> **Aim of the task**: All lines of the listing that contain "down" should be shown in full.

> **Records provided**:
=-=-=-=-=
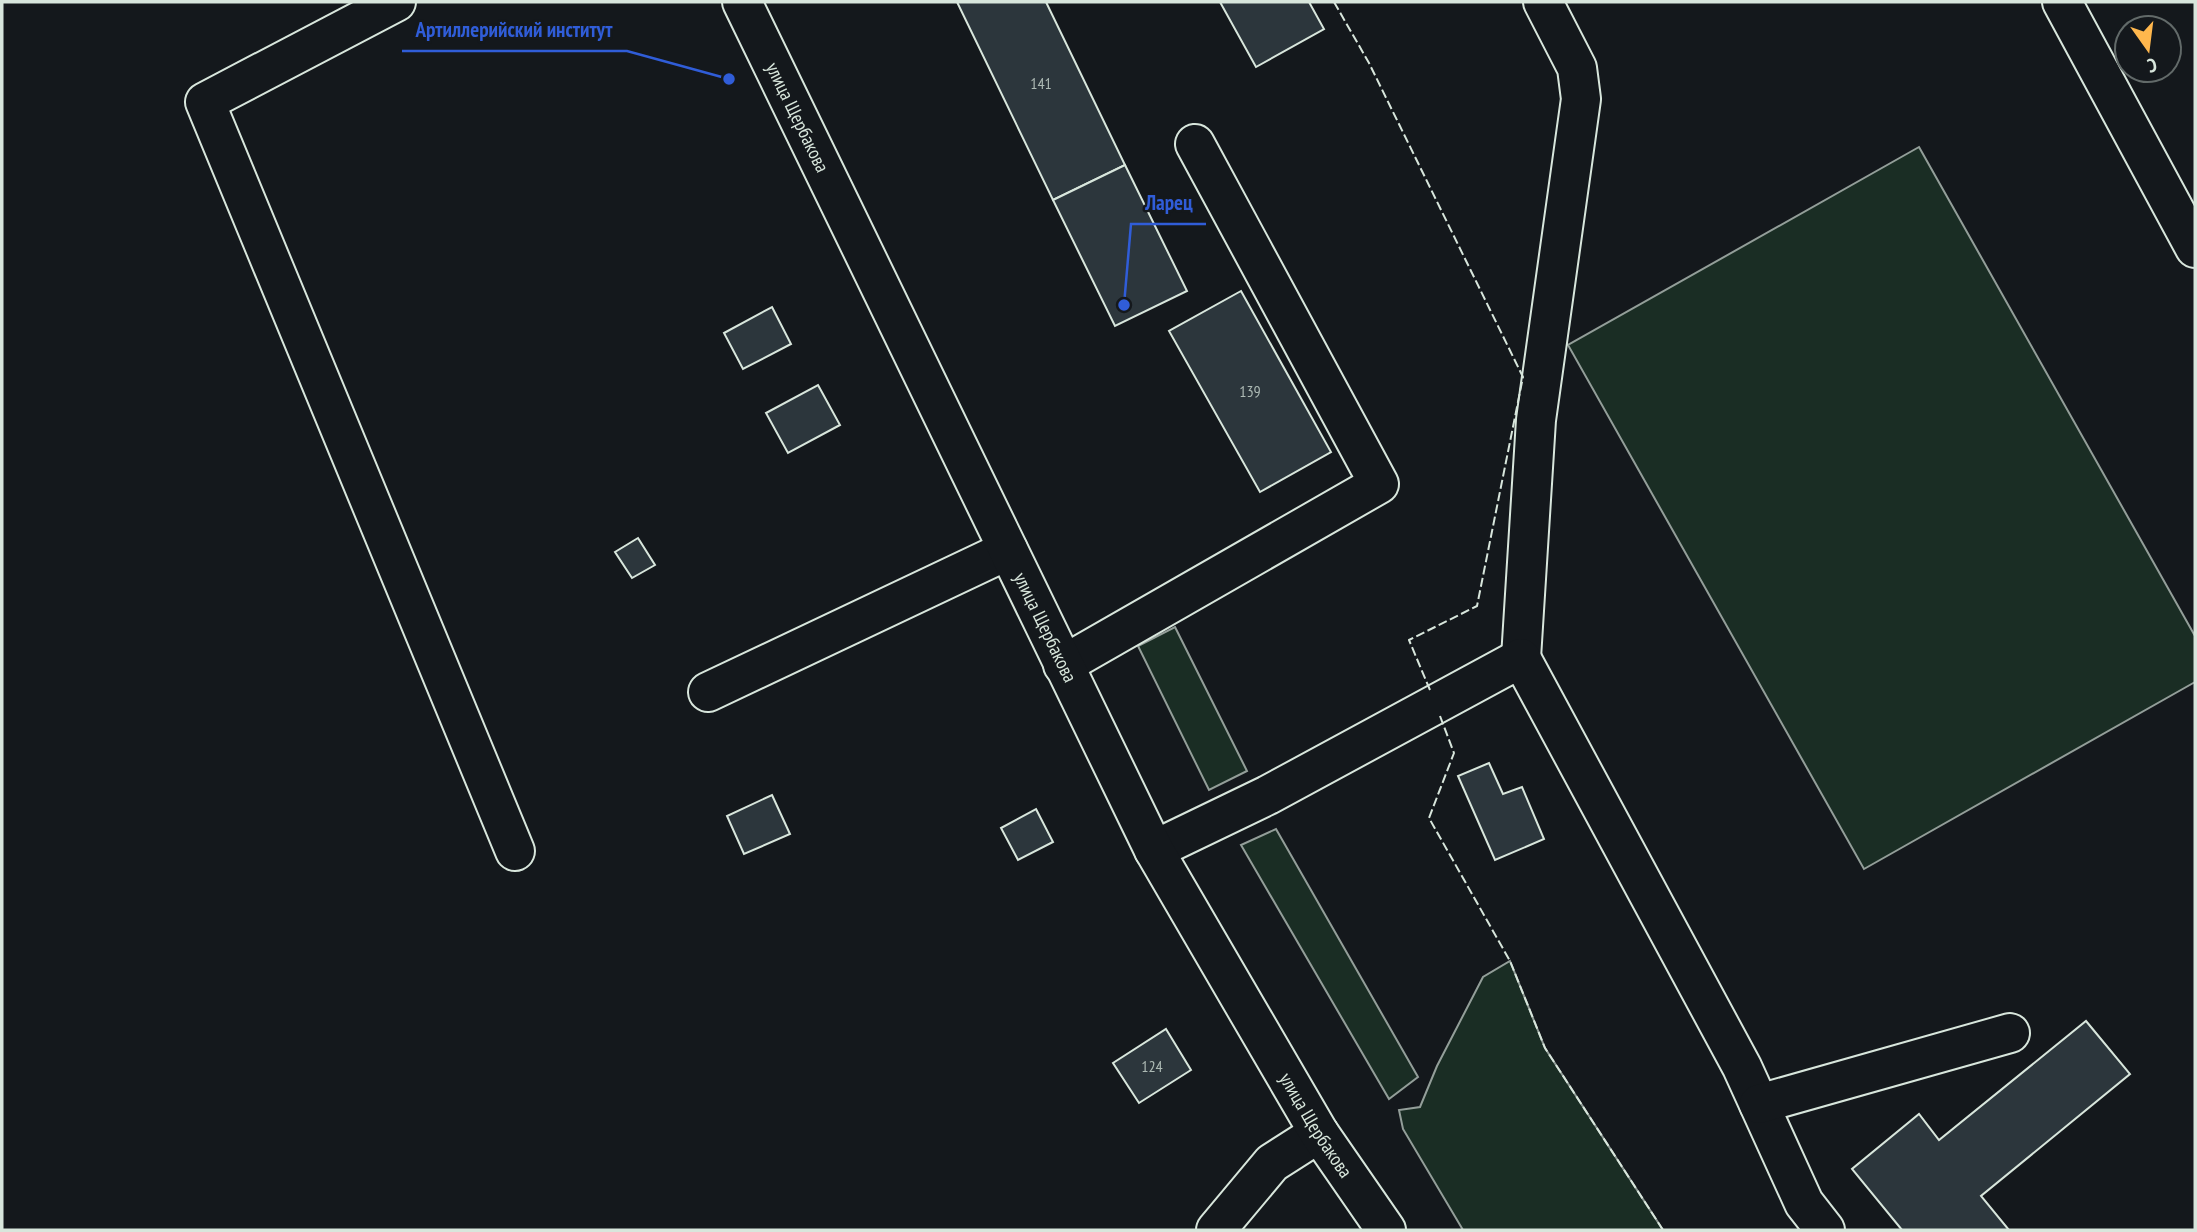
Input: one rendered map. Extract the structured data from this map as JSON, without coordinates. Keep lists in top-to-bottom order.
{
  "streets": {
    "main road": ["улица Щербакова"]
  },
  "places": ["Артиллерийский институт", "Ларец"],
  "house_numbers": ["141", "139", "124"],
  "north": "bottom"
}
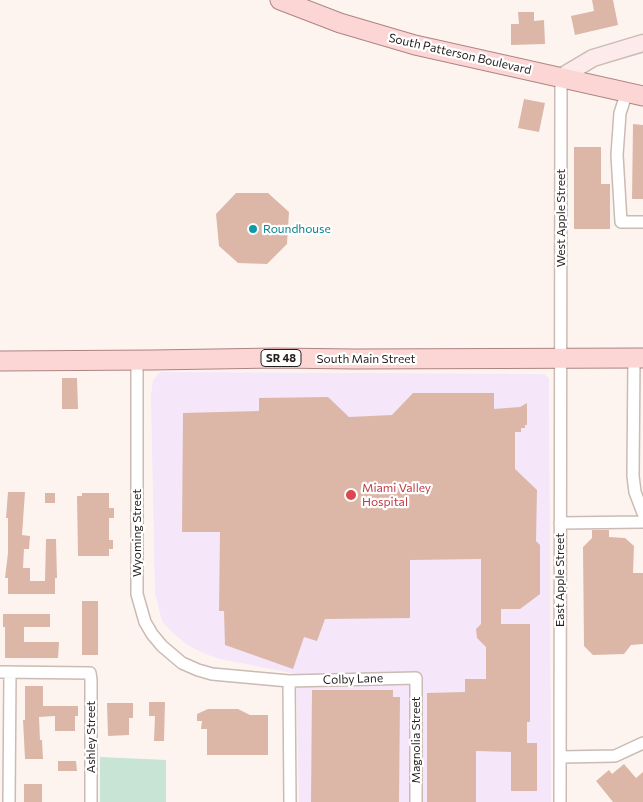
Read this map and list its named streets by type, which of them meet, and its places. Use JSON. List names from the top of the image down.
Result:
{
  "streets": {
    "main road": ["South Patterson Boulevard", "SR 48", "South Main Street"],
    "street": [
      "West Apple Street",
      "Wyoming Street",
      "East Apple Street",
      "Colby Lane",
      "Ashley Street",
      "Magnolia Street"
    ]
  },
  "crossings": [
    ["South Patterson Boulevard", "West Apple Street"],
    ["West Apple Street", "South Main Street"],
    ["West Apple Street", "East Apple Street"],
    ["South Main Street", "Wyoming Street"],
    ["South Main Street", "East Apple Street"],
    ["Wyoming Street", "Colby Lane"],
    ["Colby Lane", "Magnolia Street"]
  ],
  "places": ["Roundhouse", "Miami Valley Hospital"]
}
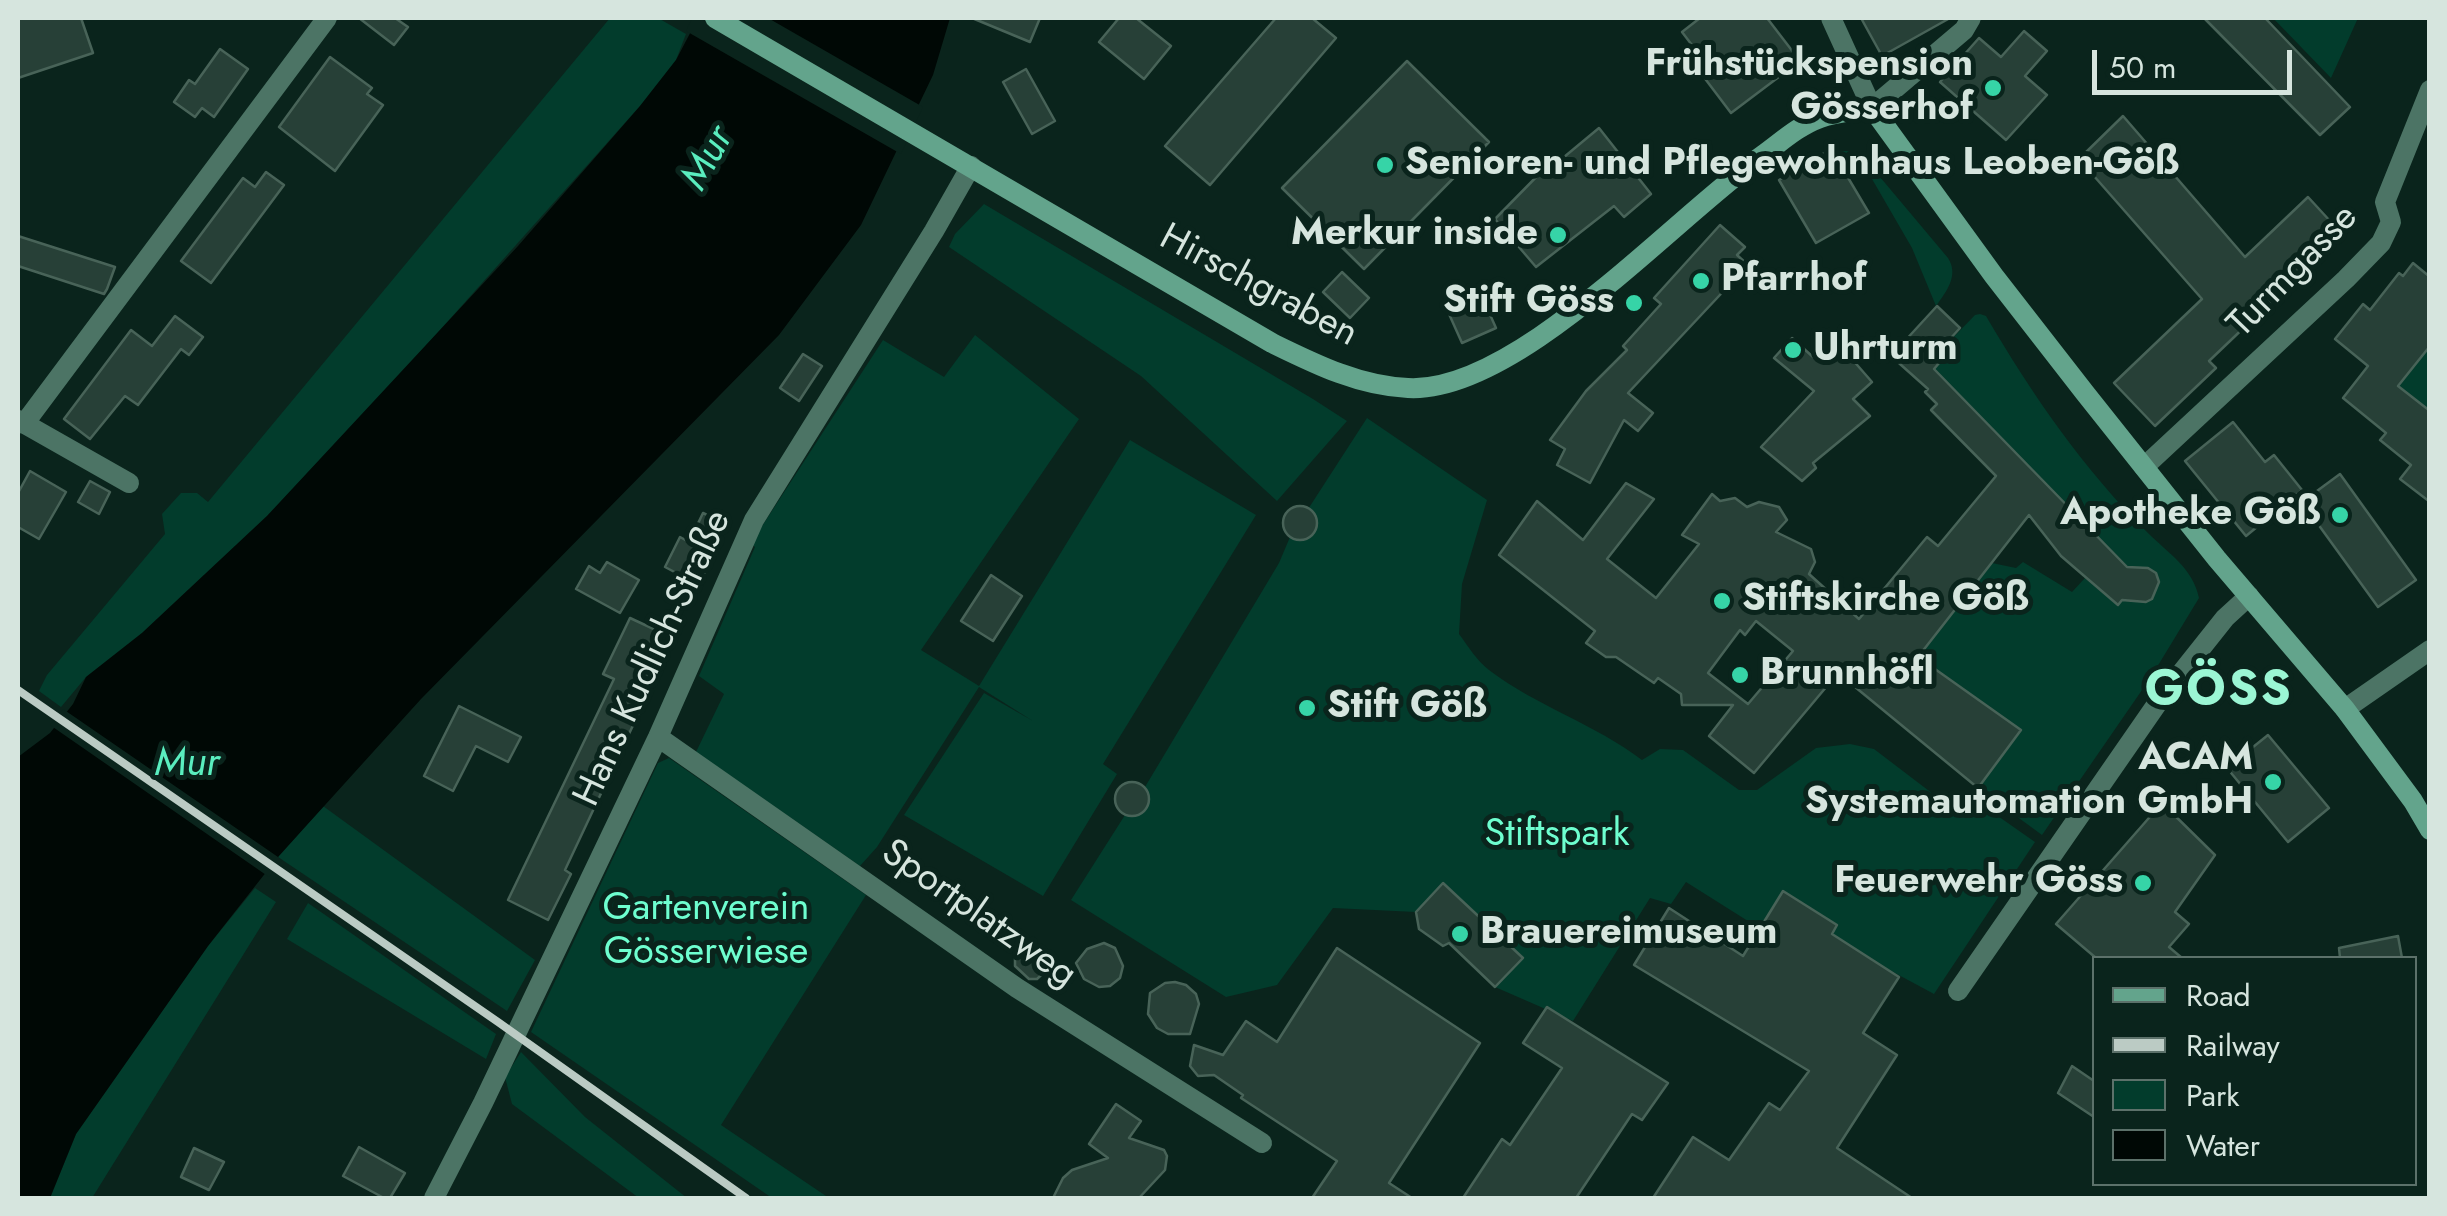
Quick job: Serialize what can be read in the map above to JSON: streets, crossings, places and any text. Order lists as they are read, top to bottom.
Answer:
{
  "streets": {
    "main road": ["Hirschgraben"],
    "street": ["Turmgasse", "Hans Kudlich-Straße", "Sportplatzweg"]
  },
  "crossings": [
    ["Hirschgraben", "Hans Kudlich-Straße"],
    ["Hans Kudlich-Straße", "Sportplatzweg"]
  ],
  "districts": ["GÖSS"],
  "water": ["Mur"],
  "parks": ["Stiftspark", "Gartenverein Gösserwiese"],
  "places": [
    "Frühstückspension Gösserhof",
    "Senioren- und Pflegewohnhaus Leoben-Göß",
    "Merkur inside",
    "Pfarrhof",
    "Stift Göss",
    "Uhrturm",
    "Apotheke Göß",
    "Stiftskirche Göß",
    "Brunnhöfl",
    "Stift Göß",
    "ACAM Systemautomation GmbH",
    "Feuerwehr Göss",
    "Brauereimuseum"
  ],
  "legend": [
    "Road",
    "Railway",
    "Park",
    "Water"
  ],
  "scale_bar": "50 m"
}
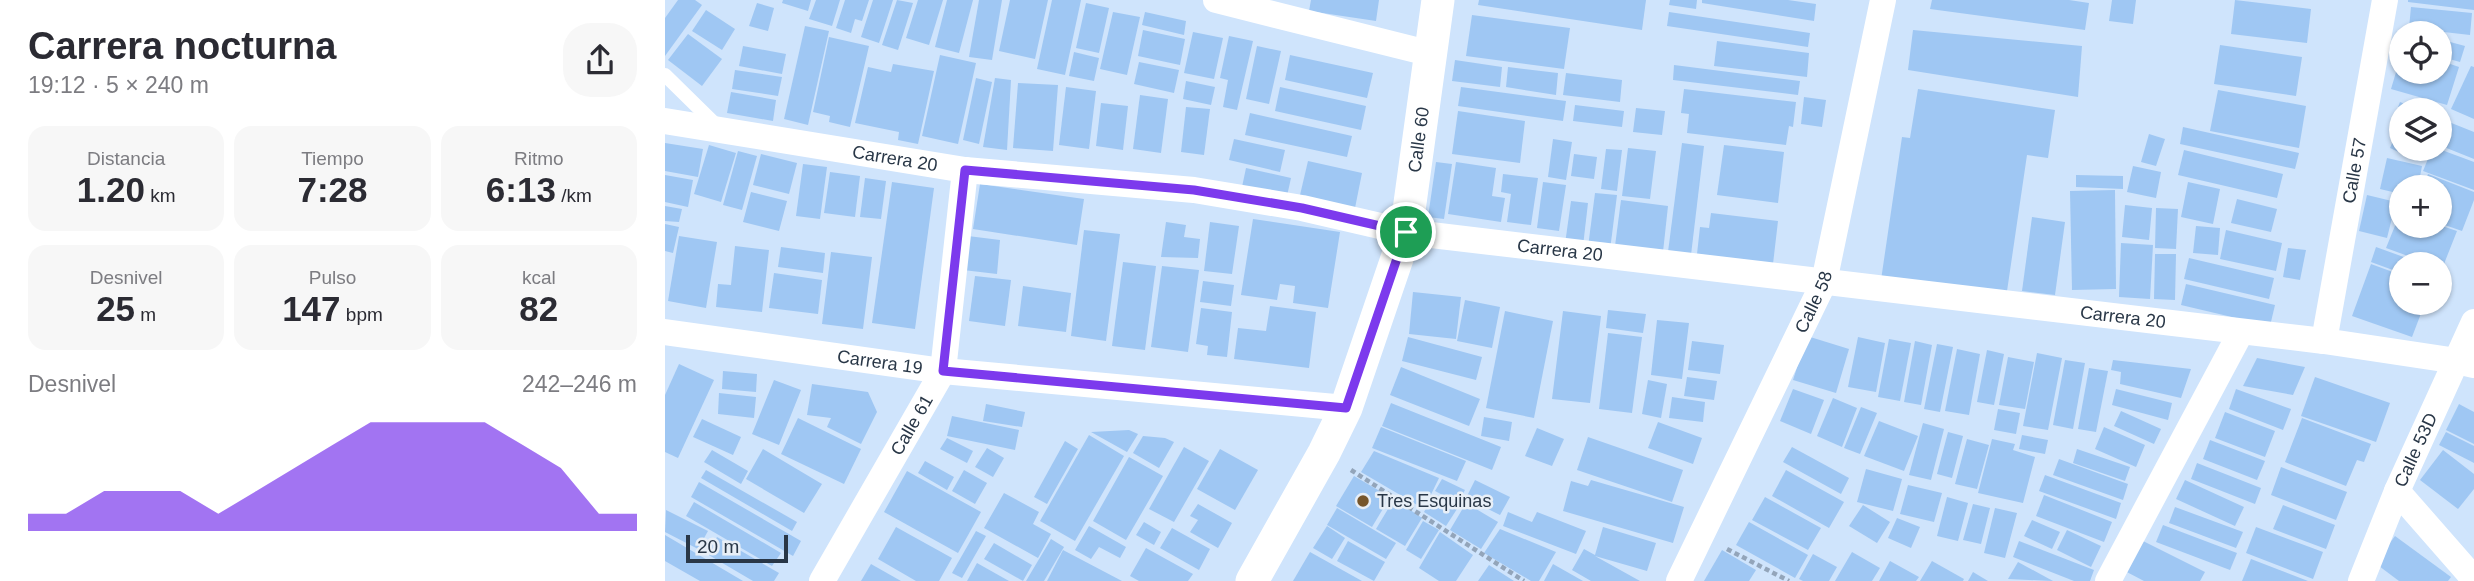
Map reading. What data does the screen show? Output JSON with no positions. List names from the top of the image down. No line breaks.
=-=-=-=-=
> **Your solution**:
Read this map and list its named streets by type, which of them meet, and its places. Use JSON. List names from the top of the image down.
Map reading. What data does the screen show? Output JSON with no positions. List names from the top of the image down. No line breaks.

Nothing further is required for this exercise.